Una imagen apareció en el guantelete de Helión.

—Aquí, en la meseta de Lakshmi, Gannis de Júpiter, Vafnir de Mercurio, Nabucodonosor Sofotec y el Colegio de Exhortadores se reunieron con Faetón y conmigo en presencia del procurador venusino. —Señaló, y la visión descendió a través de las nubes, sobrevoló los continentes recién nacidos de ese mundo joven y llegó a un vasto complejo de palacios, manufactorías, escuelas y catedralicios alojamientos para sofotecs, sobre una alta meseta verde—. Esto fue hace siete meses. ¿El lugar te resulta conocido?

—Venus. Allí renací bajo mi nuevo nombre, en la ciudad fundacional de la Mansión Roja llamada Estrella Vespertina. Las reinas Rojas se apiadaron de una ex Taumaturga. Me aceptaron.

—Me temo que ese recuerdo es falso. Dafne Prima renació allí y fue aceptada. A ti te hicieron en otra parte, pero renaciste con su personalidad en ese mismo lugar. Irónico, ¿verdad? Faetón aceptó los términos de los Exhortadores. Después del suicidio de su esposa, la vida le resultaba intolerable. Su magnífico sueño quedó sepultado allí; su vida, como la tuya, se fue.

«Pero tú aún soñabas con ser feliz con él, aunque él te había desdeñado como un fantasma. Al parecer tu creadora no comprendía a mi vástago tanto como suponía. Francamente, nunca creí que Dafne Prima comprendiera a Faetón. La personalidad que ella te dio no ganó su amor ni admiración; él quería el original, aun con sus melancolías y defectos. Te atormentaba el temor de ser una caricatura, con rasgos exagerados para burlarse del pobre Faetón, creada por Dafne antes de ahogarse como una especie de venganza contra él. En todo caso, tú y él convinisteis en aceptar la alucinación mutua de que estabais casados y os amabais.»

—¡Pero él me ama! Es así. Es real.

—Entonces, ¿por qué no pasa sus días contigo? No, querida mía. Su amor es una ilusión implantada.

—Pero yo lo amo. ¡Es un hombre libre de temores! Mi amor es real, aunque yo no lo sea. ¡Y no me importa quién soy! No me importa quién fui. Existe un vínculo entre ambos; lo veo en sus ojos. Él y yo nos iremos juntos a alguna parte, a Deméter o al sistema joviano, en una larga luna de miel. ¡Él y yo podemos aprender quiénes somos en verdad, aprender a amarnos!

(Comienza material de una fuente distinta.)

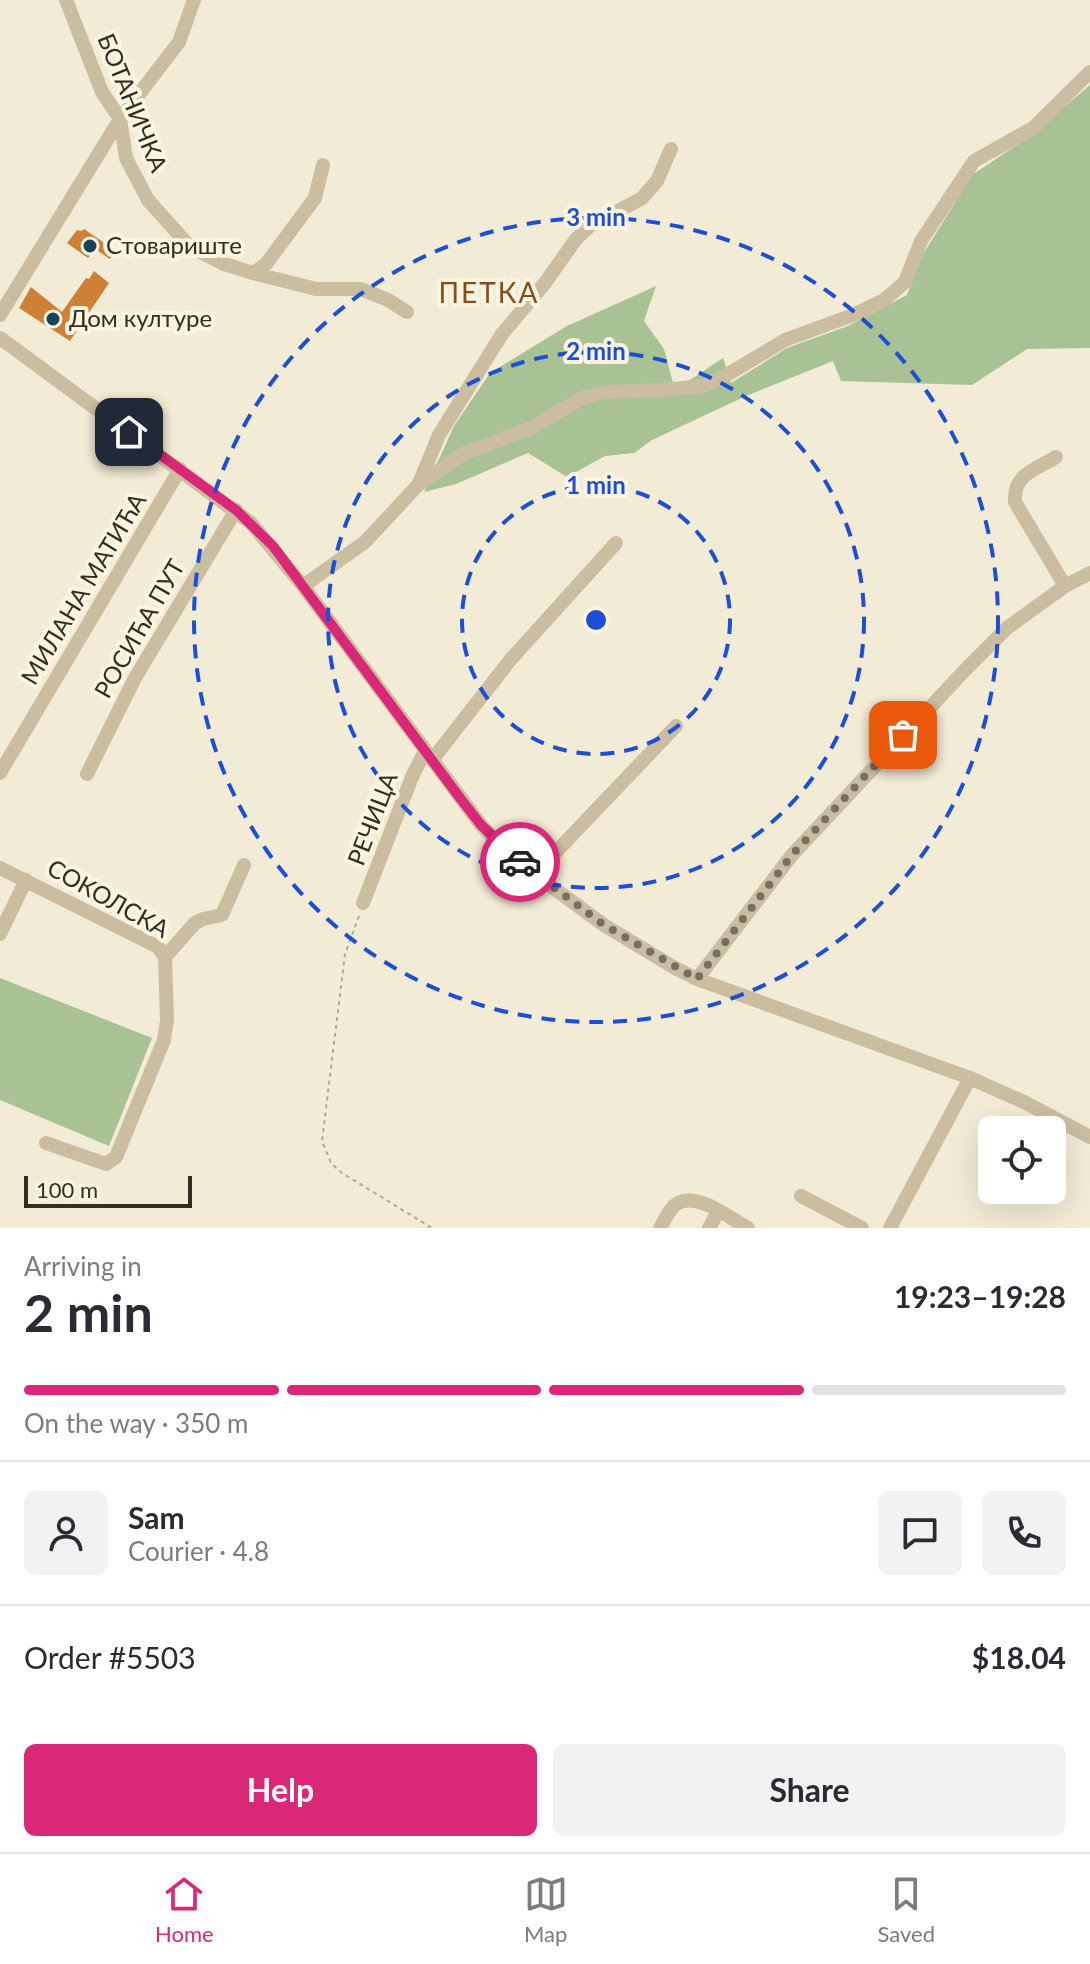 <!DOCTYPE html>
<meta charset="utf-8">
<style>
body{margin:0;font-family:Lato,sans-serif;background:#f2f2f3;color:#2b2b33;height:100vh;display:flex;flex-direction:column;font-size:30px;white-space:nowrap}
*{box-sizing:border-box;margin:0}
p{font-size:26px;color:#7c7c81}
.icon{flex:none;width:44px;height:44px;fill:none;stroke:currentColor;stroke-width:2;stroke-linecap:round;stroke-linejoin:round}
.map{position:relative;height:1228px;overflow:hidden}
.panel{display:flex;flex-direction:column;background:#fff;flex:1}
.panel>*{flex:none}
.fabs{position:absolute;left:978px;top:1116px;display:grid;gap:16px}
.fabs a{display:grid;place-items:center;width:88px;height:88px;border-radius:12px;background:#fff;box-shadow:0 8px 32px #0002;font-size:40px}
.scale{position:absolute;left:24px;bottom:20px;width:168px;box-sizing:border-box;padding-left:8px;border:4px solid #342d24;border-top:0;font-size:22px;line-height:28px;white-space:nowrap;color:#342d24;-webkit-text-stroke:6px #faf4e1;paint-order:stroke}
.pin{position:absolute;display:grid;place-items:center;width:68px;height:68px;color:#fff;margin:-34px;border-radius:16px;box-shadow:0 4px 12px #0006}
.courier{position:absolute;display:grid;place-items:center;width:80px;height:80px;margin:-40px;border:6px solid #db2777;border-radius:50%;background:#fff;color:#222;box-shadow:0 2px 10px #0007}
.summary em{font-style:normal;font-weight:700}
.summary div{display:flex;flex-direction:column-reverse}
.summary{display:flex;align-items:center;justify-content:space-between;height:136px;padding:0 24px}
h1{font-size:52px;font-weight:700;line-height:60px}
.bar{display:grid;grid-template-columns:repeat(4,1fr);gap:12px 8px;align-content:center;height:96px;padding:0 24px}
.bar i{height:10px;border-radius:6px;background:#e1e1e2}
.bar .selected{background:#db2777}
.bar p{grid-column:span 4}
.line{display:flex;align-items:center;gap:20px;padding:0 24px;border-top:2px solid #e1e1e2}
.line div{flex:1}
.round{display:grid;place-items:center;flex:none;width:84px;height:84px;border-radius:12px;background:#f2f2f3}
.primary-button{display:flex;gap:16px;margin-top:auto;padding:16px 24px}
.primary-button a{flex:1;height:92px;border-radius:12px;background:#db2777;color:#fff;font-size:32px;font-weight:700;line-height:92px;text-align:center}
.primary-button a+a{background:#f2f2f3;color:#2b2b33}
.dock{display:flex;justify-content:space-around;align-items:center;height:112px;border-top:2px solid #e1e1e2;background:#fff;font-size:22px;color:#7c7c81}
.dock a{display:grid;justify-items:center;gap:4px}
.dock .selected{color:#db2777}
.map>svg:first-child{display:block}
.green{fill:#a8c294}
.building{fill:#cf7f36}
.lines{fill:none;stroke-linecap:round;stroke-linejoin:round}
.path{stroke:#b6a88b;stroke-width:2;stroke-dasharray:4 4;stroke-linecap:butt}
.minor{stroke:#cbbea0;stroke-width:14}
.done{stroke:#767062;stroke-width:8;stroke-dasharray:0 14.4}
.route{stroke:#db2777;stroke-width:10}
.ring{fill:none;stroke:#1d4ed8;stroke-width:4;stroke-dasharray:14 10}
.poi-dot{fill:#174458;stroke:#faf4e1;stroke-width:3}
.labels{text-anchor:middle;stroke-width:8;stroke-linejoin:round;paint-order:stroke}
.street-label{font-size:24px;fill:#342d24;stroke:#faf4e1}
.poi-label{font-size:24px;fill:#342d24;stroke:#faf4e1;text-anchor:start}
.quarter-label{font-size:28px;letter-spacing:2px;fill:#884d18;stroke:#faf4e1}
.centre{fill:#1d4ed8;stroke:#faf4e1;stroke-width:4}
.ring-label{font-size:24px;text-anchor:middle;font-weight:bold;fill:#1d4ed8;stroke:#faf4e1;stroke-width:8;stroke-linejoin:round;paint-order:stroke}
</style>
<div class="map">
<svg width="1090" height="1228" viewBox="0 0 1090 1228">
<rect width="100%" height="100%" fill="#f2ebd5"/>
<!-- green -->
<path class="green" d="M 1090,85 L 1090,348 L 1027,349 L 972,385 L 841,381 L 833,361 L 746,396 L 652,440 L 634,453 L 605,456 L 567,477 L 528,453 L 456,484 L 424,492 L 454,426 L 490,373 L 567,326 L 656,286 L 644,321 L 664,349 L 675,390 L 723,358 L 731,383 L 787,348 L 848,326 L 907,295 L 922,256 L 972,175 L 1029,137 Z
M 0,978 L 152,1038 L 109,1146 L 0,1100 Z"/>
<!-- building -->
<path class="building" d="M 84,229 L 116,251 L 110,259 L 95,249 L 88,258 L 67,243 L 77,230 L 82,231 Z
M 94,271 L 109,283 L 70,341 L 19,308 L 31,287 L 62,312 L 86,278 L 89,279 Z"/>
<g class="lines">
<!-- path -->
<path class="path" d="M 359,916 L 345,954 L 322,1141 L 331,1163 L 342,1173 L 432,1228"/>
<!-- minor -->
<path class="minor" d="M 66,0 L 102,92 L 120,119 L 126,158 L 148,200 L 190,247 L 224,264 L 253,273 L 266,264 L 315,198 L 323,165
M 253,273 L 316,289 L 361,289 L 388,300 L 407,312
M 0,315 L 120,119 L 179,42 L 194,0
M 0,338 L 251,523 L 303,586 L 481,825 L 507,852 L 548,884 L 604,925 L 675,968 L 697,979 L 970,1078 L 1026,1103 L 1090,1137
M 1056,457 C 1035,470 1013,474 1015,502 L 1065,586
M 420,481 L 439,435 L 502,334 L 545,283 L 576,239 L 591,225 L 641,199 L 657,181 L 671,149
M 303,586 L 365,542 L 418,485 L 463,454 L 531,428 L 582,398 L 605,392 L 665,390 L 702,386 L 720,379 L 785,340 L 853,315 L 884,300 L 905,282 L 921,241 L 974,161 L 1033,128 L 1090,72
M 432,760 L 511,659 L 616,543
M 0,773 L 180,469
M 87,774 L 135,678 L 236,510
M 0,868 L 158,947 L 165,957 L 195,923 L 203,919 L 222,915 L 244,865
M 535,874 L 676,726
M 363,903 L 412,777 L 425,751
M 0,934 L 26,880
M 697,979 L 792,855 L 966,669 L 1007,628 L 1065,586 L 1090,573
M 46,1143 L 106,1164 L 116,1157 L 164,1040 L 167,1020 L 165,957
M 801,1196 L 862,1228
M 660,1228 C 665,1220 670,1207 678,1203 C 698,1192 731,1219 748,1228
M 709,1228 L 718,1212
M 890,1228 L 970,1078"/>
</g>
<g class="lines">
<!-- done -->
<path class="done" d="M 520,862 L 604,925 L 697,979 L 792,855 L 903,735"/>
<!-- route -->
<path class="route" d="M 129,432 L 236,510 L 273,546 L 460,798 L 481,825 L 520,862"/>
</g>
<!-- distance rings -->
<g class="ring">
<circle cx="596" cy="620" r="134"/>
<circle cx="596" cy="620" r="268"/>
<circle cx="596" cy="620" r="402"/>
</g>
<!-- markers -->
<g class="poi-dot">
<circle cx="90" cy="246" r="8"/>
<circle cx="53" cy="319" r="8"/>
</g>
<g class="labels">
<!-- street labels -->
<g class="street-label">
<text transform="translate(132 103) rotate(68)" y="8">БОТАНИЧКА</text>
<text transform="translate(84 589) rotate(-59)" y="8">МИЛАНА МАТИЋА</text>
<text transform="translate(140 629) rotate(-60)" y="8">РОСИЋА ПУТ</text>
<text transform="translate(373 819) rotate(-69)" y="8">РЕЧИЦА</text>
<text transform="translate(108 899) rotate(29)" y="8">СОКОЛСКА</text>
</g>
<!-- poi labels -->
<g class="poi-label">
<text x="106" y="254">Стовариште</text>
<text x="69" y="327">Дом културе</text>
</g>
<!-- quarter labels -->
<g class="quarter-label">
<text x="489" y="303">ПЕТКА</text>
</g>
</g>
<circle cx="596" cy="620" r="12" class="centre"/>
<g class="ring-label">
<text x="596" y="226">3 min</text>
<text x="596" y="360">2 min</text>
<text x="596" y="494">1 min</text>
</g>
</svg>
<div class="fabs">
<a><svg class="icon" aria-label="locate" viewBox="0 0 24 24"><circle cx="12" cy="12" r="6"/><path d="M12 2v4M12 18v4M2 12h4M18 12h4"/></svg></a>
</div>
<div class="scale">100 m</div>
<div class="pin" style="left:903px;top:735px;background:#ea580c"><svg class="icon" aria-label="bag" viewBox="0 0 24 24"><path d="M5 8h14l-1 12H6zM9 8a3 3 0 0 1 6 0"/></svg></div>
<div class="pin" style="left:129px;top:432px;background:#1f2937"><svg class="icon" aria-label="home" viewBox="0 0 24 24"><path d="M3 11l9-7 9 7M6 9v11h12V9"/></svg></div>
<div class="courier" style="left:520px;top:862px"><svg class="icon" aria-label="car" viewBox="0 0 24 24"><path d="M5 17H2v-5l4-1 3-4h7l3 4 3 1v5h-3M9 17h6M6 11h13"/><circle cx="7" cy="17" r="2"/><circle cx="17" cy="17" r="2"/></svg></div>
</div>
<section class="panel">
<div class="summary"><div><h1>2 min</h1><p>Arriving in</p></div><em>19:23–19:28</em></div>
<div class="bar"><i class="selected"></i><i class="selected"></i><i class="selected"></i><i></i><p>On the way · 350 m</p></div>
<div class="line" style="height:144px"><a class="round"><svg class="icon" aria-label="person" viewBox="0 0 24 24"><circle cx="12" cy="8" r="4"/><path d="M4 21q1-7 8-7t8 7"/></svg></a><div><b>Sam</b><p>Courier · 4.8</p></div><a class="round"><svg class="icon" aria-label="chat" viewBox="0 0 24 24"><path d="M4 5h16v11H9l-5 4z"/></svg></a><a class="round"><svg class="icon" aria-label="phone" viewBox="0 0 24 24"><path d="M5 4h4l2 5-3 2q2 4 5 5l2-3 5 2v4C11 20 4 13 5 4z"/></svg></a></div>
<div class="line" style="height:104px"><div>Order #5503</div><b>$18.04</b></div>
<div class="primary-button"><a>Help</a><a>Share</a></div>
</section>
<nav class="dock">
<a class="selected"><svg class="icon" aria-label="home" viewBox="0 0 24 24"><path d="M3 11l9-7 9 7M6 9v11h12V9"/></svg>Home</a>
<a><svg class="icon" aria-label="map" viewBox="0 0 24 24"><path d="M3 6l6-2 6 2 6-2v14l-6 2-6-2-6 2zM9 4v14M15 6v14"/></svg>Map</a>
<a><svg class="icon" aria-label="saved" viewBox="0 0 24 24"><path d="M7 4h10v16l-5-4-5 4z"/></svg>Saved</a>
</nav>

—Ah —suspiró Helión con tristeza—. Ésa es otra parte de la tragedia. Tu riqueza, prestigio y posición, y también las de él, son sólo una alucinación. No podéis ir a ninguna parte. No podéis pagar ni siquiera un viaje en carruaje a vuestros establos. Los establos de ella, en realidad. La Dafne verdadera puso todo lo que tenía en un fondo de fideicomiso para mantener su mundo onírico privado. Si la mente financiera de Estrella Vespertina Sofotec invierte el dinero sabiamente, la pequeña caja de sueños de Dafne continuará recibiendo energía y soporte informático durante largo tiempo. El dinero del que Faetón y tú habéis vivido recientemente es mío. La otra parte de la razón por la cual Faetón suscribió al acuerdo de Lakshmi es que estaba en bancarrota.

—¿En bancarrota?

—Sin un céntimo. Ninguno de los lujos que tienes te pertenecen.

—¿Has escogido este día para arruinarme la vida? Algo querrás de mí.

—Te habría evitado esto si hubiera podido. Los Exhortadores que supervisan el cumplimiento del acuerdo de Lakshmi han perdido el rastro de Faetón más de una vez, desde que se inició la mascarada que forma parte de las celebraciones. El sofotec Aureliano que ejecuta la celebración no ha cooperado, y se niega a seguir el rastro de los movimientos de Faetón: cree que la integridad de su pequeña mascarada es más importante que la voluntad de la conciencia social. No importa. Tememos que Faetón se cruce con alguien que no respete los mandatos de los Exhortadores; cacófilos, necios o excéntricos. Si eso sucede, puede cobrar consciencia de las lagunas de su memoria, y sentir curiosidad por ellas. Tu misión es impedir que satisfaga esa curiosidad.

—¿Cómo?

—Él confía en ti. Cree que eres la mujer que ama. Sólo tienes que desviarlo.